For the study, Dispatch developed a comprehensive 22-question survey given by non-clinical surveyors with no direct affiliation to the service line.

The survey reached a total of 73 patients. Of those, 48 identified having a primary caregiver and 44 of those met the eligibility criteria of having provided care for the same patient sometime in the past five years during a hospital admission. All 44 eligible caregivers chose to participate in the survey.

An overwhelming majority (95%) of respondents preferred in-home care over the traditional hospital setting, with 68% saying they had a strong preference for hospital-level care in the home. The other 5% selected hospital-based care as their preference.

An almost identical number of caregivers – 96% – found in-home care less stressful than a previous in-patient hospital experience.

“We are very, very confident in the care that we’re providing, the value that we’re creating – not only for the patients, but the caregivers and whoever’s at risk for managing those patients on the value that we’re creating,” Riddleberger said. “I think the industry continues to need to have these data points to be able to further lean into [the model]..”
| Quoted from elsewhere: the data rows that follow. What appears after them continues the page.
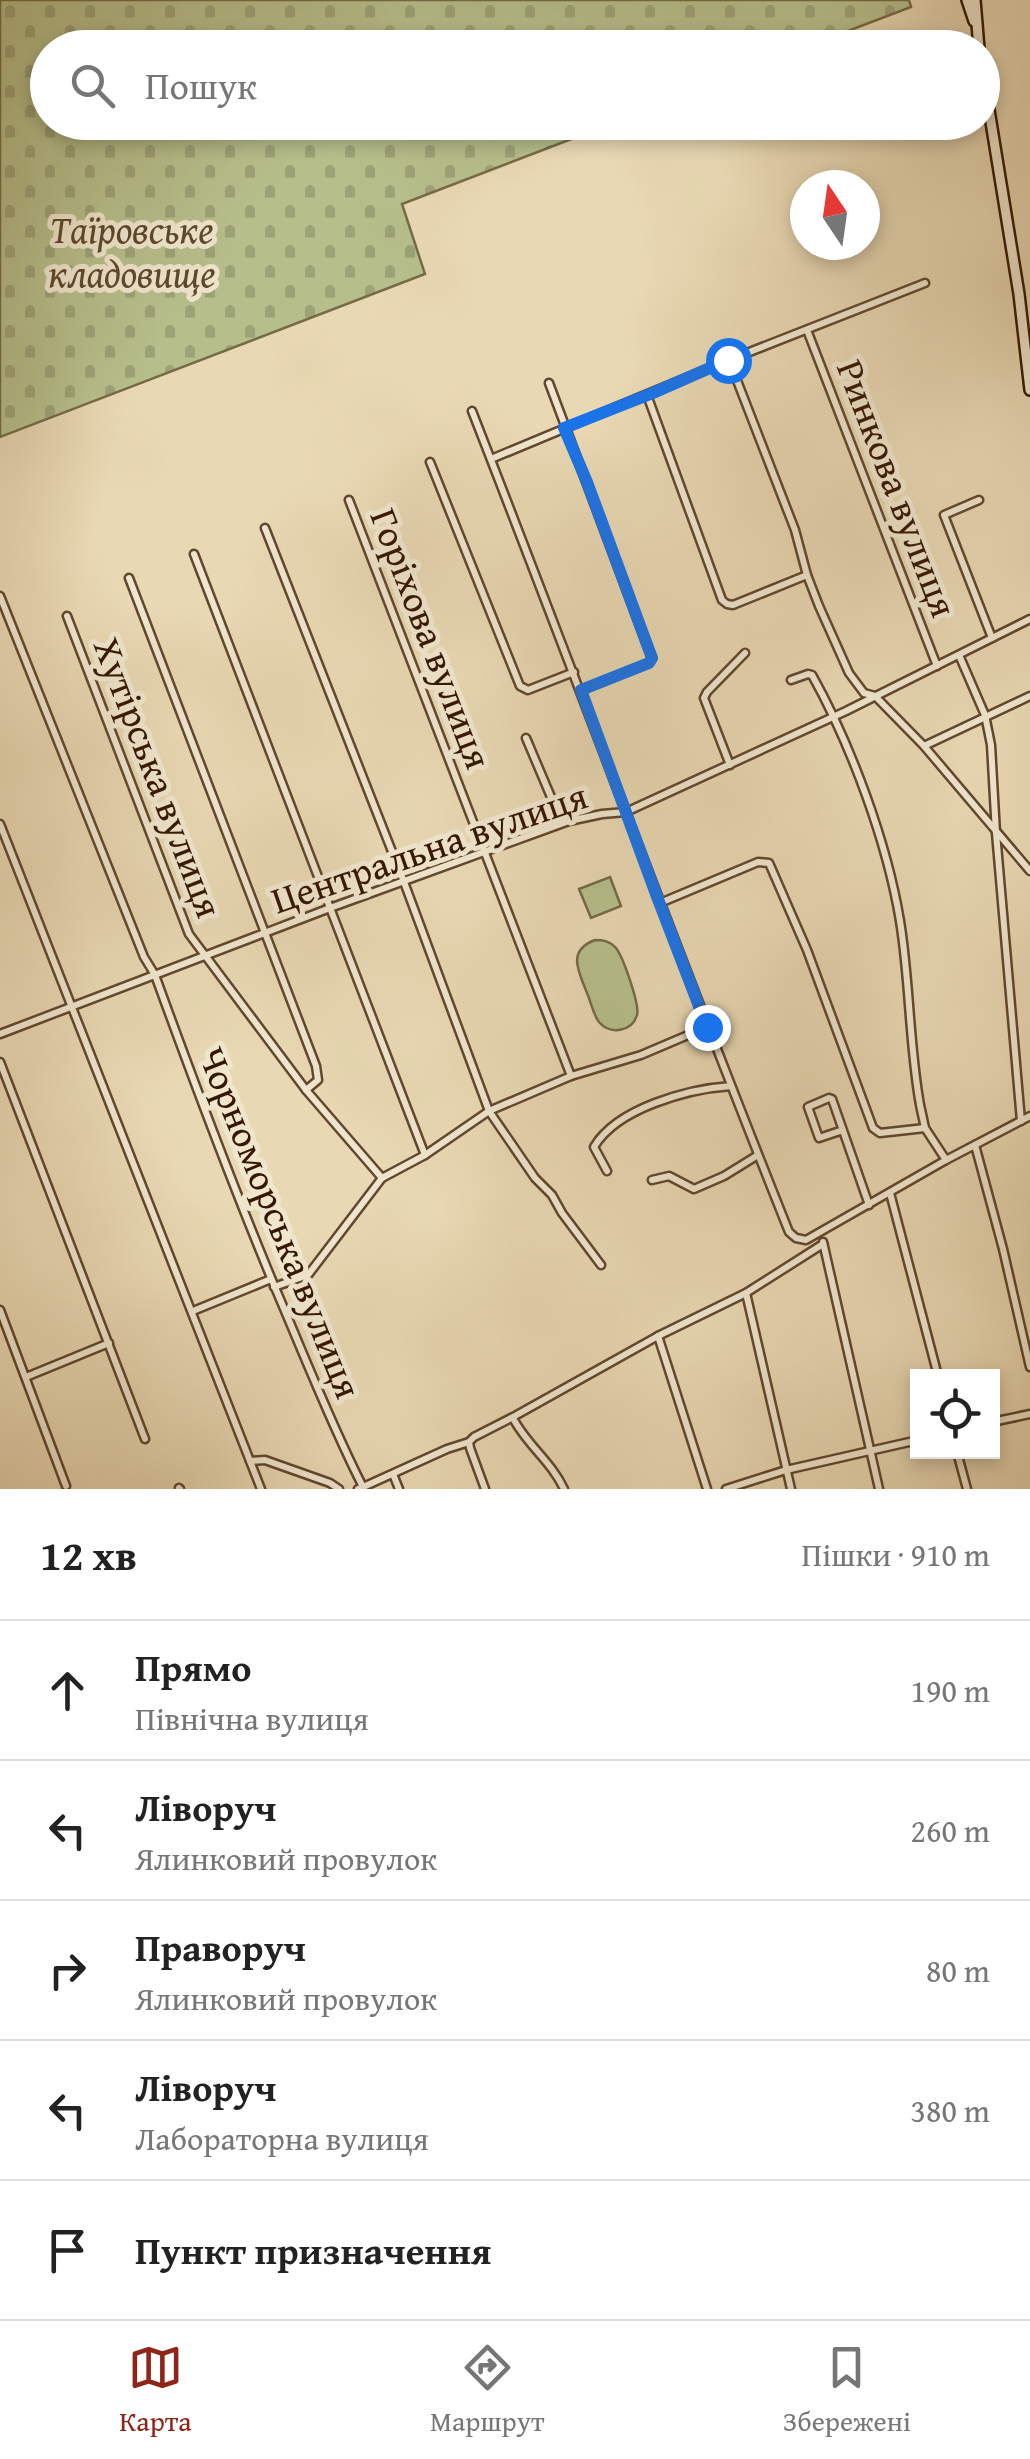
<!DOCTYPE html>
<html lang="uk">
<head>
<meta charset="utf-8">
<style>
	body { margin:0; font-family:"Gentium Book Plus",serif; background:#f6f6f6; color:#222 }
	.controls { position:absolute; right:30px; bottom:30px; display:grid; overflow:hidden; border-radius:0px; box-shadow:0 5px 15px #0003 }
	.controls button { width:90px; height:90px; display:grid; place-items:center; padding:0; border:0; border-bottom:2px solid #e0e0e0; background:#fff; color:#222; font:50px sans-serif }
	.compass { position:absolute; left:790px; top:170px; width:90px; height:90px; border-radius:50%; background:#fff; box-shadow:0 5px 15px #0003; rotate:347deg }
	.stop { position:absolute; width:30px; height:30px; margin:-22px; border:8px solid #1a73e8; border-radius:50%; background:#fff }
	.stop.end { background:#1a73e8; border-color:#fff; box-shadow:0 2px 10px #0008 }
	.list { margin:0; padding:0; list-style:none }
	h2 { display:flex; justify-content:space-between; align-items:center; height:130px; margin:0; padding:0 40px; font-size:42px }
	h2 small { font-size:32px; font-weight:400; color:#767676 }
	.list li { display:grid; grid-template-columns:65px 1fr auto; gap:30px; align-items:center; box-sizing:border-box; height:140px; padding:0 40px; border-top:2px solid #e0e0e0 }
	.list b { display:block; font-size:38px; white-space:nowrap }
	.list p { margin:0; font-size:32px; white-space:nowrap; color:#767676 }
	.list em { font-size:32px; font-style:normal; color:#767676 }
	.icon { flex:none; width:55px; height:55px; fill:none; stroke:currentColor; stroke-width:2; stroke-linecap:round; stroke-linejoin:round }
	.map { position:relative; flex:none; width:1030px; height:1489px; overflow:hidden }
	.search { position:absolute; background:#fff; box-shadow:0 5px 15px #0003; left:30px; right:30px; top:30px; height:110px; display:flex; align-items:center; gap:25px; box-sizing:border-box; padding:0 35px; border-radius:55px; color:#767676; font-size:38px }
	.sheet { height:830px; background:#fff }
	nav { display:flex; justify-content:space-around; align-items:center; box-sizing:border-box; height:140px; border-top:2px solid #e0e0e0; background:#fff; font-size:28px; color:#767676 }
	nav a { display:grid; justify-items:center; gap:5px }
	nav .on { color:#8f2418 }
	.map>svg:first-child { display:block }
</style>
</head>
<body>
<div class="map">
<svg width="1030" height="1489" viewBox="0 0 1030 1489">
	<defs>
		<pattern id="cemetery-stones" width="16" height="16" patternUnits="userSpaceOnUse" patternTransform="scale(2.5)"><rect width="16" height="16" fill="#b6bf8c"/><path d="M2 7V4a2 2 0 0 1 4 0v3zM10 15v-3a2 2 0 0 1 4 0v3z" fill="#9da377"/></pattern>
	</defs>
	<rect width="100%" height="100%" fill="#e8d8b3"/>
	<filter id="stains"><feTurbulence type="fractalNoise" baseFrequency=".002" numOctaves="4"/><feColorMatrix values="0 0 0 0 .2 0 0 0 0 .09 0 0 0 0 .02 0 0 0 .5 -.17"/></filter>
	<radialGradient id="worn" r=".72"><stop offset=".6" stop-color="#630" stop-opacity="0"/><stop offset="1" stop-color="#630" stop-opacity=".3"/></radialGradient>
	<polygon fill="url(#cemetery-stones)" stroke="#756b46" stroke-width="2.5" points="0,0 909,0 911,7 806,47 48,48 48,122 613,123 402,204 425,274 0,437"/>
	<g fill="#b6bf8c" stroke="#756b46" stroke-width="2.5">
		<polygon points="610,877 621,906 591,918 579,889"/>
		<path d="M595,940C603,940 610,941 616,948C623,957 640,1005 637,1015C632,1032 610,1035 599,1022C593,1014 591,1002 587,993C579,972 566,951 595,940Z"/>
	</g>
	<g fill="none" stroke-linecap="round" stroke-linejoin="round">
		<g stroke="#61472e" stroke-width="11">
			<g id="street">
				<polyline points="807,330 937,666"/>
				<polyline points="729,360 795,530 807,575 819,606 849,673 864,693 875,696 924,746 1030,871"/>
				<polyline points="549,383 652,658 649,663 581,690"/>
				<polyline points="647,395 722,600 727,604 733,605 807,575"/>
				<path d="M472,411C579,685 680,960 789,1232L796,1238L806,1240L946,1160L1030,1116"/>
				<polyline points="491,459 729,360 925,283"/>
				<polyline points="430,462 520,686 528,690 574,672"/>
				<polyline points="349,500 571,1076"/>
				<polyline points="979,500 944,515 992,638"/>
				<polyline points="265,528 404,882 489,1111 535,1178 552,1195 562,1213 601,1265"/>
				<polyline points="194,554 425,1155"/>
				<polyline points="129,578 316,1066 318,1080 306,1090"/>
				<path d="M0,596L144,957L155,975C196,1088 238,1201 285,1311C310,1370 334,1430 363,1487L358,1489"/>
				<polyline points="67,616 189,934 306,1090 382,1178"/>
				<polyline points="959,655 985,715 991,745 996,833 1021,1121"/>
				<path d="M791,680L808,674L812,675C851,745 887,842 900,921C910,982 909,1044 920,1105L925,1128L946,1160"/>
				<polyline points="526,738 562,823"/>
				<polyline points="924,746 1030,696"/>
				<polyline points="730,765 704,698 707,692 745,653"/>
				<polyline points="0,824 261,1489"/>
				<polyline points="660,903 758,862 769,863 807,950 873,1128 880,1133 925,1128"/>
				<polyline points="0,1034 330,908 569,821 602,814 626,812 846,711 1030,619"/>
				<polyline points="0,1062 145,1439"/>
				<polyline points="843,1130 819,1138 808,1107 829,1098 832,1099 869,1205"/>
				<polyline points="975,1145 1003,1249 1030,1367"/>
				<path d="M607,1171L594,1147C617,1108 688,1089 731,1086"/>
				<polyline points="652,1180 669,1176 694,1189 724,1176 758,1155"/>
				<polyline points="890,1193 938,1376"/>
				<polyline points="823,1242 879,1489"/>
				<polyline points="274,1287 308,1275 382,1178 425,1155 489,1111 571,1076 641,1055 707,1027"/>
				<polyline points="0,1310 66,1486"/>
				<polyline points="193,1311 271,1279"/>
				<polyline points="26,1377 109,1343"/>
				<path d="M513,1418C526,1444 551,1461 564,1489"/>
				<polyline points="992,1422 1030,1414"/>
				<polyline points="957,1452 967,1489"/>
				<polyline points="250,1461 265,1460 330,1483 339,1489"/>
				<polyline points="393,1474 399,1489"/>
				<polyline points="179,1488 180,1489"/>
				<polyline points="361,1488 447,1449 469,1442"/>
				<polyline points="485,1489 470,1448 469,1442 474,1437 513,1417 658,1336"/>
				<polyline points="707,1489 658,1336 746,1293"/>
				<polyline points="726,1489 786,1470 918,1440"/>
				<polyline points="791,1489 746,1293 823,1244"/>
			</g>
		</g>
		<g stroke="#341701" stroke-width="14">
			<g id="secondary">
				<polyline points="967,0 974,21"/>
				<polyline points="975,0 979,48"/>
				<polyline points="982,67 1019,294 1030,390"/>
			</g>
		</g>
		<use href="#street" stroke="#f0e6ce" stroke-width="6"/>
		<use href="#secondary" stroke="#f0e6ce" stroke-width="9"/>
	</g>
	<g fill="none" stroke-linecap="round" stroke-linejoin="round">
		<polyline stroke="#1a73e8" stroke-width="12" points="707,1027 656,894 581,690 649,663 652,658 587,482 564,428 653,393 728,360"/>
	</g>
	<g text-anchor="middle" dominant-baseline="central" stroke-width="10" stroke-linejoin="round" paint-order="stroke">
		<g font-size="38" font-style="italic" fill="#5b492b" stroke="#f0e6ce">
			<text x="132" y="229">Таїровське<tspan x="132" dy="44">кладовище</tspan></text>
		</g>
		<g font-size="38" fill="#341701" stroke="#f0e6ce">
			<text transform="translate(898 488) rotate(69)">Ринкова вулиця</text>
			<text transform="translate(432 638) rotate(69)">Горіхова вулиця</text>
			<text transform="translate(159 777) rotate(69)">Хутірська вулиця</text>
			<text transform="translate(429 847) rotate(-19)">Центральна вулиця</text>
			<text transform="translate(281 1222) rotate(68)">Чорноморська вулиця</text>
		</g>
	</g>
	<rect width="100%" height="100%" filter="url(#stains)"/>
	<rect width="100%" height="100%" fill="url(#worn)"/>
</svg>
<div class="controls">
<button><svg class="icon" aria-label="locate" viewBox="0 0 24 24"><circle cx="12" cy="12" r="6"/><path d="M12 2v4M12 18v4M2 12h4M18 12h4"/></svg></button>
</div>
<svg class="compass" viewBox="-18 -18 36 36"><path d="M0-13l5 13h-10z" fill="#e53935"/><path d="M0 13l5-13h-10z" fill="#767676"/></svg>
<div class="stop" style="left:728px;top:360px"></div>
<div class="stop end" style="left:707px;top:1027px"></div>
<div class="search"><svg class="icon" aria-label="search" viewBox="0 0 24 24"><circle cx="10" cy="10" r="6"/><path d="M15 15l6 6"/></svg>Пошук</div>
</div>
<section class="sheet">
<h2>12 хв<small>Пішки · 910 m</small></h2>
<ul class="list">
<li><svg class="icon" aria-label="ahead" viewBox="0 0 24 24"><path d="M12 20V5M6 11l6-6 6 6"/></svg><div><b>Прямо</b><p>Північна вулиця</p></div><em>190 m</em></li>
<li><svg class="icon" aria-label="left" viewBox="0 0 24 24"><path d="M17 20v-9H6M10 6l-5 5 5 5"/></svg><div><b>Ліворуч</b><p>Ялинковий провулок</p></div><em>260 m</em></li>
<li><svg class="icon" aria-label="right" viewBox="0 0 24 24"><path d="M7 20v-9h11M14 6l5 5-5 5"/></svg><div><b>Праворуч</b><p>Ялинковий провулок</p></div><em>80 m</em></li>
<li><svg class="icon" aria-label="left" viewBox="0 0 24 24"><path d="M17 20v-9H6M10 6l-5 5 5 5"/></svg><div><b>Ліворуч</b><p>Лабораторна вулиця</p></div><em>380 m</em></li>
<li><svg class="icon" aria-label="arrive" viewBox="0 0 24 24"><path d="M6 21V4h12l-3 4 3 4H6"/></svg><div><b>Пункт призначення</b></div></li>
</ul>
</section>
<nav>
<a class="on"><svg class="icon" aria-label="map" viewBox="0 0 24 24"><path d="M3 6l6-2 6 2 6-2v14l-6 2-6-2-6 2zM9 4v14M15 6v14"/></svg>Карта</a>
<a><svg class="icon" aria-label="directions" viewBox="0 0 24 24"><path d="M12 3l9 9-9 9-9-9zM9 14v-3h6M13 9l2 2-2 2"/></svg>Маршрут</a>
<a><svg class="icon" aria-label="saved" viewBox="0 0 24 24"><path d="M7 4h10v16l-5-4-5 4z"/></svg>Збережені</a>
</nav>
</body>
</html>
Plenty of industry leaders and stakeholders are bullish on the hospital-at-home program — both from a cost-saving perspective and as an outcome-based perspective.

The piece of the puzzle that sometimes flies under the radar is how caregivers are accepting of the program.

“Knowing that the CMS waiver is extended to December 2024, these data points and new studies continue to help support the case for continued growth in the CMS waiver program,” Riddleberger said. “Not only that, but also in the Medicare Advantage and commercial payer communities as well.”